■ **Source material**:
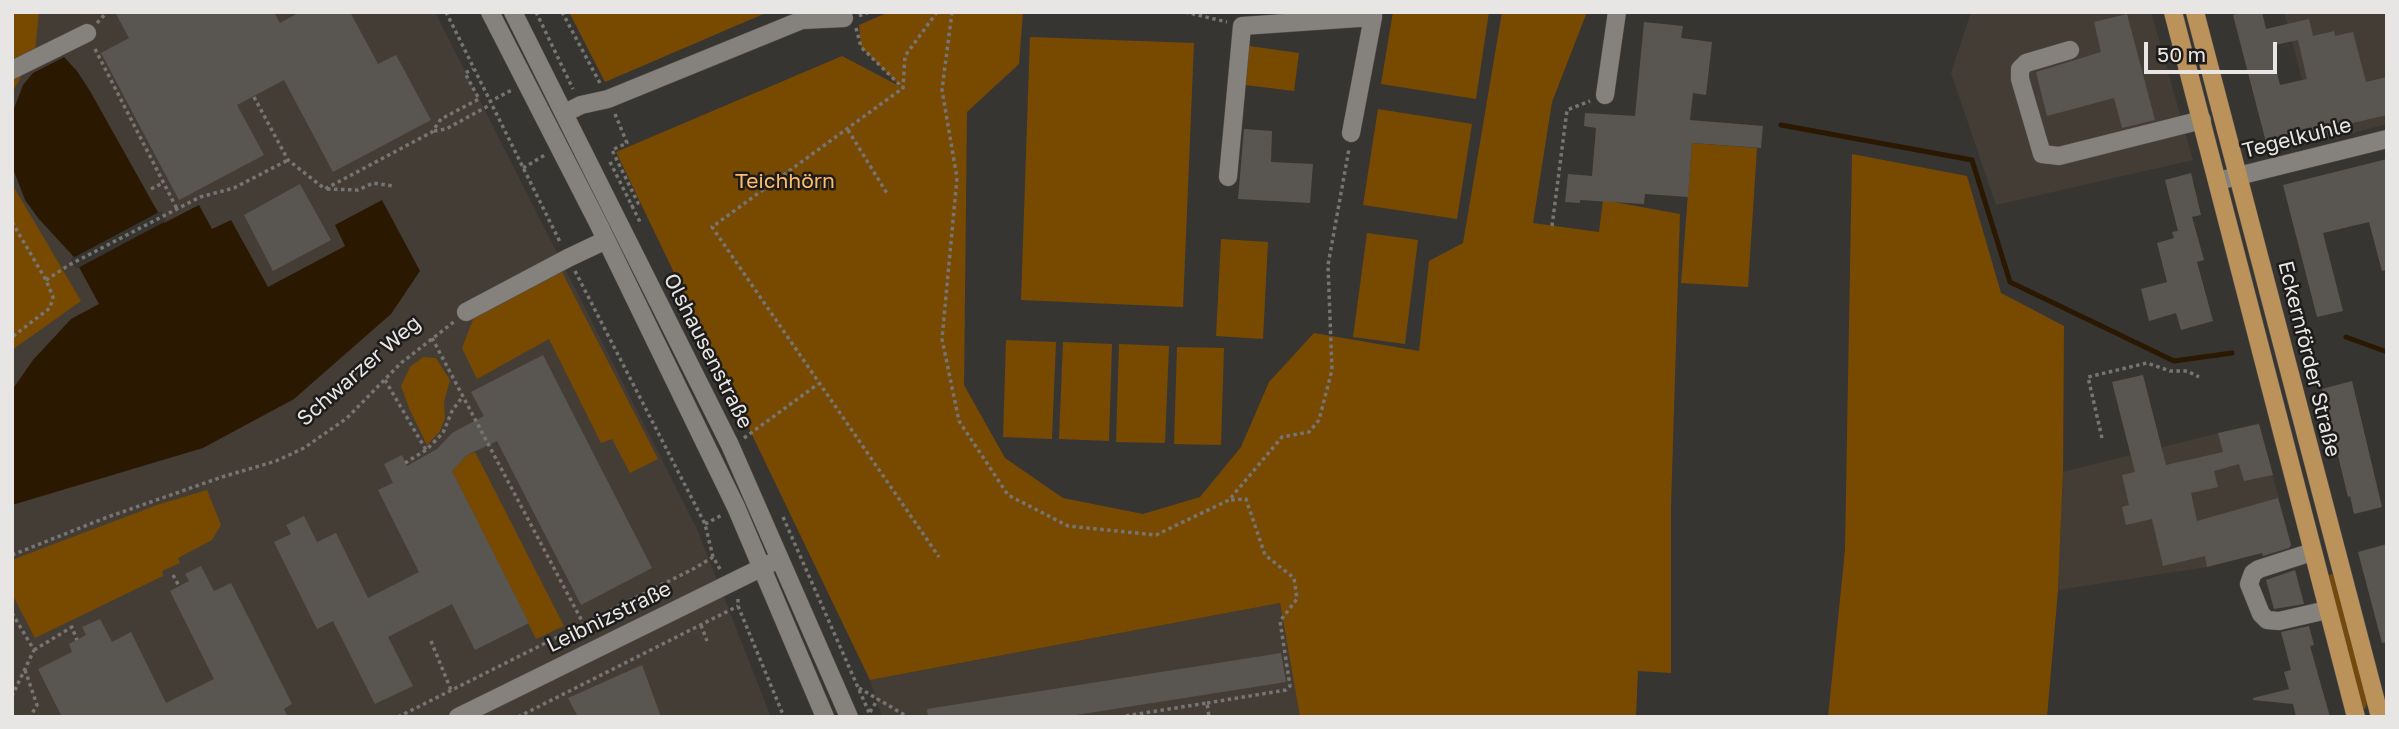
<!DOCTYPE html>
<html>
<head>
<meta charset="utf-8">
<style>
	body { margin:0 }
	#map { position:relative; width:2399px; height:729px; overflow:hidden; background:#373532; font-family:"Golos Text",sans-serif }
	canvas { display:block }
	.frame { position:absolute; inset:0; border:14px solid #e8e6e4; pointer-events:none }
	.scale { position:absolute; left:2144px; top:42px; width:133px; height:32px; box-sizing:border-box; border:4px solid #e8e6e4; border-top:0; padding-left:9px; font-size:21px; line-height:24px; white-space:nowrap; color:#e8e6e4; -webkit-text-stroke:5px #1e1c1b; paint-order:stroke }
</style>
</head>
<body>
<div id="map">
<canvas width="2399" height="729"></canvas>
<div class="frame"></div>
<div class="scale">50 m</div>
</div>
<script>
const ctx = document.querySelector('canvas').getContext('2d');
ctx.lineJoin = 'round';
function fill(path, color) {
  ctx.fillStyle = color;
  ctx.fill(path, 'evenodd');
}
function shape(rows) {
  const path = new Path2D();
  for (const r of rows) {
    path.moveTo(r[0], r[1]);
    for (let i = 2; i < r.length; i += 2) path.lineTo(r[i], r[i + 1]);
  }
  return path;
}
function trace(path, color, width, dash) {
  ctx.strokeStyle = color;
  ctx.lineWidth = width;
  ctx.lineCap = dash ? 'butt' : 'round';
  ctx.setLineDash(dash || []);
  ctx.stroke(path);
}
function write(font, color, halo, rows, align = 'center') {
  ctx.font = font + ' "Golos Text",sans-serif';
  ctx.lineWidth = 5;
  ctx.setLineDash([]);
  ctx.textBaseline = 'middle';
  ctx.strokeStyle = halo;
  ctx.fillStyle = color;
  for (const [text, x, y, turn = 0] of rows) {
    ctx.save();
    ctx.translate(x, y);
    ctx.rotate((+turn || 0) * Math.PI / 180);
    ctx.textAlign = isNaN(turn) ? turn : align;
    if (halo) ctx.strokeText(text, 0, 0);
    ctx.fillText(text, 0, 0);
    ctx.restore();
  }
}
fill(shape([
	[12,12,435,12,697,529,771,717,12,717],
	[1971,12,2151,12,2193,160,1996,205,1951,73],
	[2284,12,2387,12,2387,124,2319,142],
	[2259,423,2291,545,2207,567,2058,590,2063,472],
	[1280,603,1300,717,882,717,870,680]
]), '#443d35');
fill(shape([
	[12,12,39,12,35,51,12,93],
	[569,12,768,12,605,82],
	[889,12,1023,12,1019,64,967,112,964,385,1005,458,1063,498,1143,514,1200,497,1241,447,1269,382,1314,333,1419,351,1429,261,1463,243,1502,12,1587,12,1552,102,1533,223,1599,232,1603,200,1680,214,1671,506,1671,673,1638,671,1636,717,1300,717,1280,603,870,680,616,152,842,56,901,87,861,47,859,25],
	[1393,12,1489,12,1476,99,1381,84],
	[1030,37,1194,43,1183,307,1021,300],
	[1249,46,1299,53,1294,91,1245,85],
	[1378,109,1472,124,1457,219,1363,205],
	[1692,143,1757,148,1748,287,1681,283],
	[1852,154,1967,176,2001,293,2064,326,2063,472,2058,590,2047,717,1828,717,1845,550],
	[12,184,81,301,12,350],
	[1367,233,1418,240,1405,344,1353,337],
	[1221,239,1268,242,1263,339,1216,336],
	[562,272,658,459,630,473,612,439,601,443,549,339,477,379,462,348,474,317],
	[1006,340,1056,342,1052,439,1003,437],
	[1063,342,1112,344,1109,441,1059,439],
	[1119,344,1169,346,1165,443,1116,442],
	[1177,347,1224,348,1221,445,1174,444],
	[423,357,436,358,450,380,444,402,445,418,440,431,427,445,409,408,401,386,410,367],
	[475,452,564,626,536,639,452,471,467,455],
	[207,490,221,525,212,540,178,558,180,563,162,571,163,576,35,638,12,594,12,560,157,505],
	[2333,574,2367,703,2365,709,2362,708,2329,578,2329,575]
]), '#774a00');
fill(shape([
	[64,57,77,71,90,91,164,223,199,205,212,229,231,220,268,287,345,246,335,225,382,200,420,271,391,314,294,399,203,448,12,505,12,390,33,360,71,319,99,304,73,256,38,218,25,200,12,166,12,114,23,85,33,73]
]), '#2b1800');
fill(shape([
	[161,211,166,221,76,269,71,259]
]), '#373532');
trace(shape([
	[1781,125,1972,160,2010,282,2174,361,2232,353],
	[2346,337,2387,352]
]), '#2b1800', 5);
fill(shape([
	[115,12,274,12,280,23,300,12,350,12,378,64,396,55,431,120,333,172,284,80,237,105,264,155,179,200,101,53,129,38],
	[2244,12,2262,12,2266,29,2309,19,2313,36,2334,31,2335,36,2353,32,2366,82,2387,77,2387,115,2331,128,2333,135,2304,144,2274,152,2268,150,2233,15],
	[2298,40,2307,79,2280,85,2273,57,2275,45],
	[2127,14,2155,120,2122,128,2114,98,2047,116,2036,72,2101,52,2094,22],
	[1644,22,1683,26,1681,38,1712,42,1706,95,1693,93,1690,120,1763,126,1761,148,1692,143,1688,197,1645,194,1644,204,1580,200,1580,203,1565,202,1568,174,1592,176,1596,128,1584,126,1585,113,1635,116],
	[1244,129,1272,131,1271,162,1313,164,1310,203,1238,199],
	[2387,159,2387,270,2382,271,2369,222,2323,233,2343,311,2317,317,2283,185],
	[2191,173,2201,215,2192,217,2204,260,2197,262,2213,321,2181,330,2176,313,2149,321,2141,289,2167,282,2157,243,2174,238,2172,232,2178,231,2165,180],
	[300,184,331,240,273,271,244,215],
	[543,355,652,568,581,605,497,441,467,455,452,471,529,623,475,650,452,604,388,637,413,686,375,704,333,621,317,629,274,542,291,534,286,525,304,516,317,542,336,533,368,598,419,572,378,490,393,483,384,464,402,455,407,466,437,449,452,433,484,416,471,392],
	[2143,375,2166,465,2223,452,2218,433,2259,424,2273,475,2244,481,2239,464,2214,471,2218,487,2191,493,2197,521,2278,498,2291,545,2289,548,2263,556,2262,553,2207,567,2205,556,2163,566,2152,519,2126,525,2122,507,2129,505,2122,475,2135,472,2112,382],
	[2352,381,2382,507,2354,514,2350,496,2348,497,2322,389],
	[2387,544,2387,642,2382,643,2358,552],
	[201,566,214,591,231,583,292,704,284,709,288,717,62,717,38,669,72,652,69,644,86,635,82,627,100,619,112,642,131,632,166,703,214,679,170,591,189,581,185,574],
	[2295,570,2304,604,2274,609,2266,580],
	[2309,626,2314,645,2310,646,2330,717,2296,717,2293,704,2253,700,2253,698,2289,689,2284,672,2291,670,2281,632],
	[1281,653,1286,682,1063,717,928,717,927,709],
	[642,665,661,717,578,717,568,698]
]), '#595652');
const minor = shape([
	[490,12,598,223,736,507,825,717],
	[513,12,730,445,849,717],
	[2070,50,2026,63,2020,69,2020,79,2042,154,2059,156,2202,120],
	[12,70,87,33],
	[1605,95,1617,12],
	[565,113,581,105,608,99,802,20,844,18],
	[1351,133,1373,17],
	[1228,177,1242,26,1373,17,1373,12],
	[2218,181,2387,139],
	[466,312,568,258,606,240],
	[2312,552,2259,569,2253,573,2249,584,2261,614,2267,620,2279,621,2327,610],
	[458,717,771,563]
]);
const major = shape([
	[2173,12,2356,717],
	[2195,12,2380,717]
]);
trace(minor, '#53514f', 19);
trace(major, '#53514f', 19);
trace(shape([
	[446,12,560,242],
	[536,12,573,89],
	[562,12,601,85],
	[937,12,905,56,903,88,712,227,939,557],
	[952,12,942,90,957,178,942,339,959,421,1008,495,1068,526,1156,535,1229,500,1282,437,1309,432,1319,420,1332,370,1328,265,1349,149],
	[1185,12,1227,22],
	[859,16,869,12],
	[97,23,107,12],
	[856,28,861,47,903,88],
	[95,49,177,209],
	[254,97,288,160,325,189,432,132,441,119,479,99,465,73,473,69],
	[489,102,512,90],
	[615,114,627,143,612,150,638,203,631,207],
	[848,130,888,195],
	[434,131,446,129,490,105],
	[610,162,641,224],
	[523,168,545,155],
	[151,189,163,183],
	[327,189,358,190,373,183,393,186],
	[12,222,46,280,53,297,50,308,12,337],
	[1552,226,1567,110,1590,101],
	[575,271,705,524,713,557,720,569],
	[46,280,69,265,200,197,234,188,288,160],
	[432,338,583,623],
	[385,380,426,450],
	[744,438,818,384],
	[2102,438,2088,377,2147,363,2170,371,2187,371,2199,377],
	[405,463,426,450,443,433,452,411,463,396],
	[783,517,871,717],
	[705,524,722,515],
	[12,555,105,518,222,477,276,461,304,448,347,418,401,363,455,321],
	[173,575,179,586],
	[738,599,738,606,784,717],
	[12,613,34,650,12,696],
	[701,625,707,641],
	[431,641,451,690],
	[34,650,72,627,77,640],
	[25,670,37,705,30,717],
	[859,688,908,717],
	[1207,703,1286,690,1290,686,1280,621,1297,599,1294,578,1265,555,1246,499,1231,500],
	[870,712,878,699],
	[398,717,695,568,713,557],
	[518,717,738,606],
	[1119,717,1207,703,1209,717]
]), '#777572', 3.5, [3.5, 3.5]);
trace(minor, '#85827e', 18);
trace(major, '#bc925b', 18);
write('21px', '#e8e6e4', '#1e1c1b', [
	["Tegelkuhle",2297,138,-14],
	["Olshausenstraße",708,351,63],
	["Eckernförder Straße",2309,359,76],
	["Schwarzer Weg",359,371,-41],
	["Leibnizstraße",609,617,-26]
]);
write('21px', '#fdbc6d', '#1e1c1b', [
	["Teichhörn",785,181]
]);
</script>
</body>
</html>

■ **What is being asked**:
How many of the lines in the records above include the word "rows"? State that number alone.

■ **Solution**:
4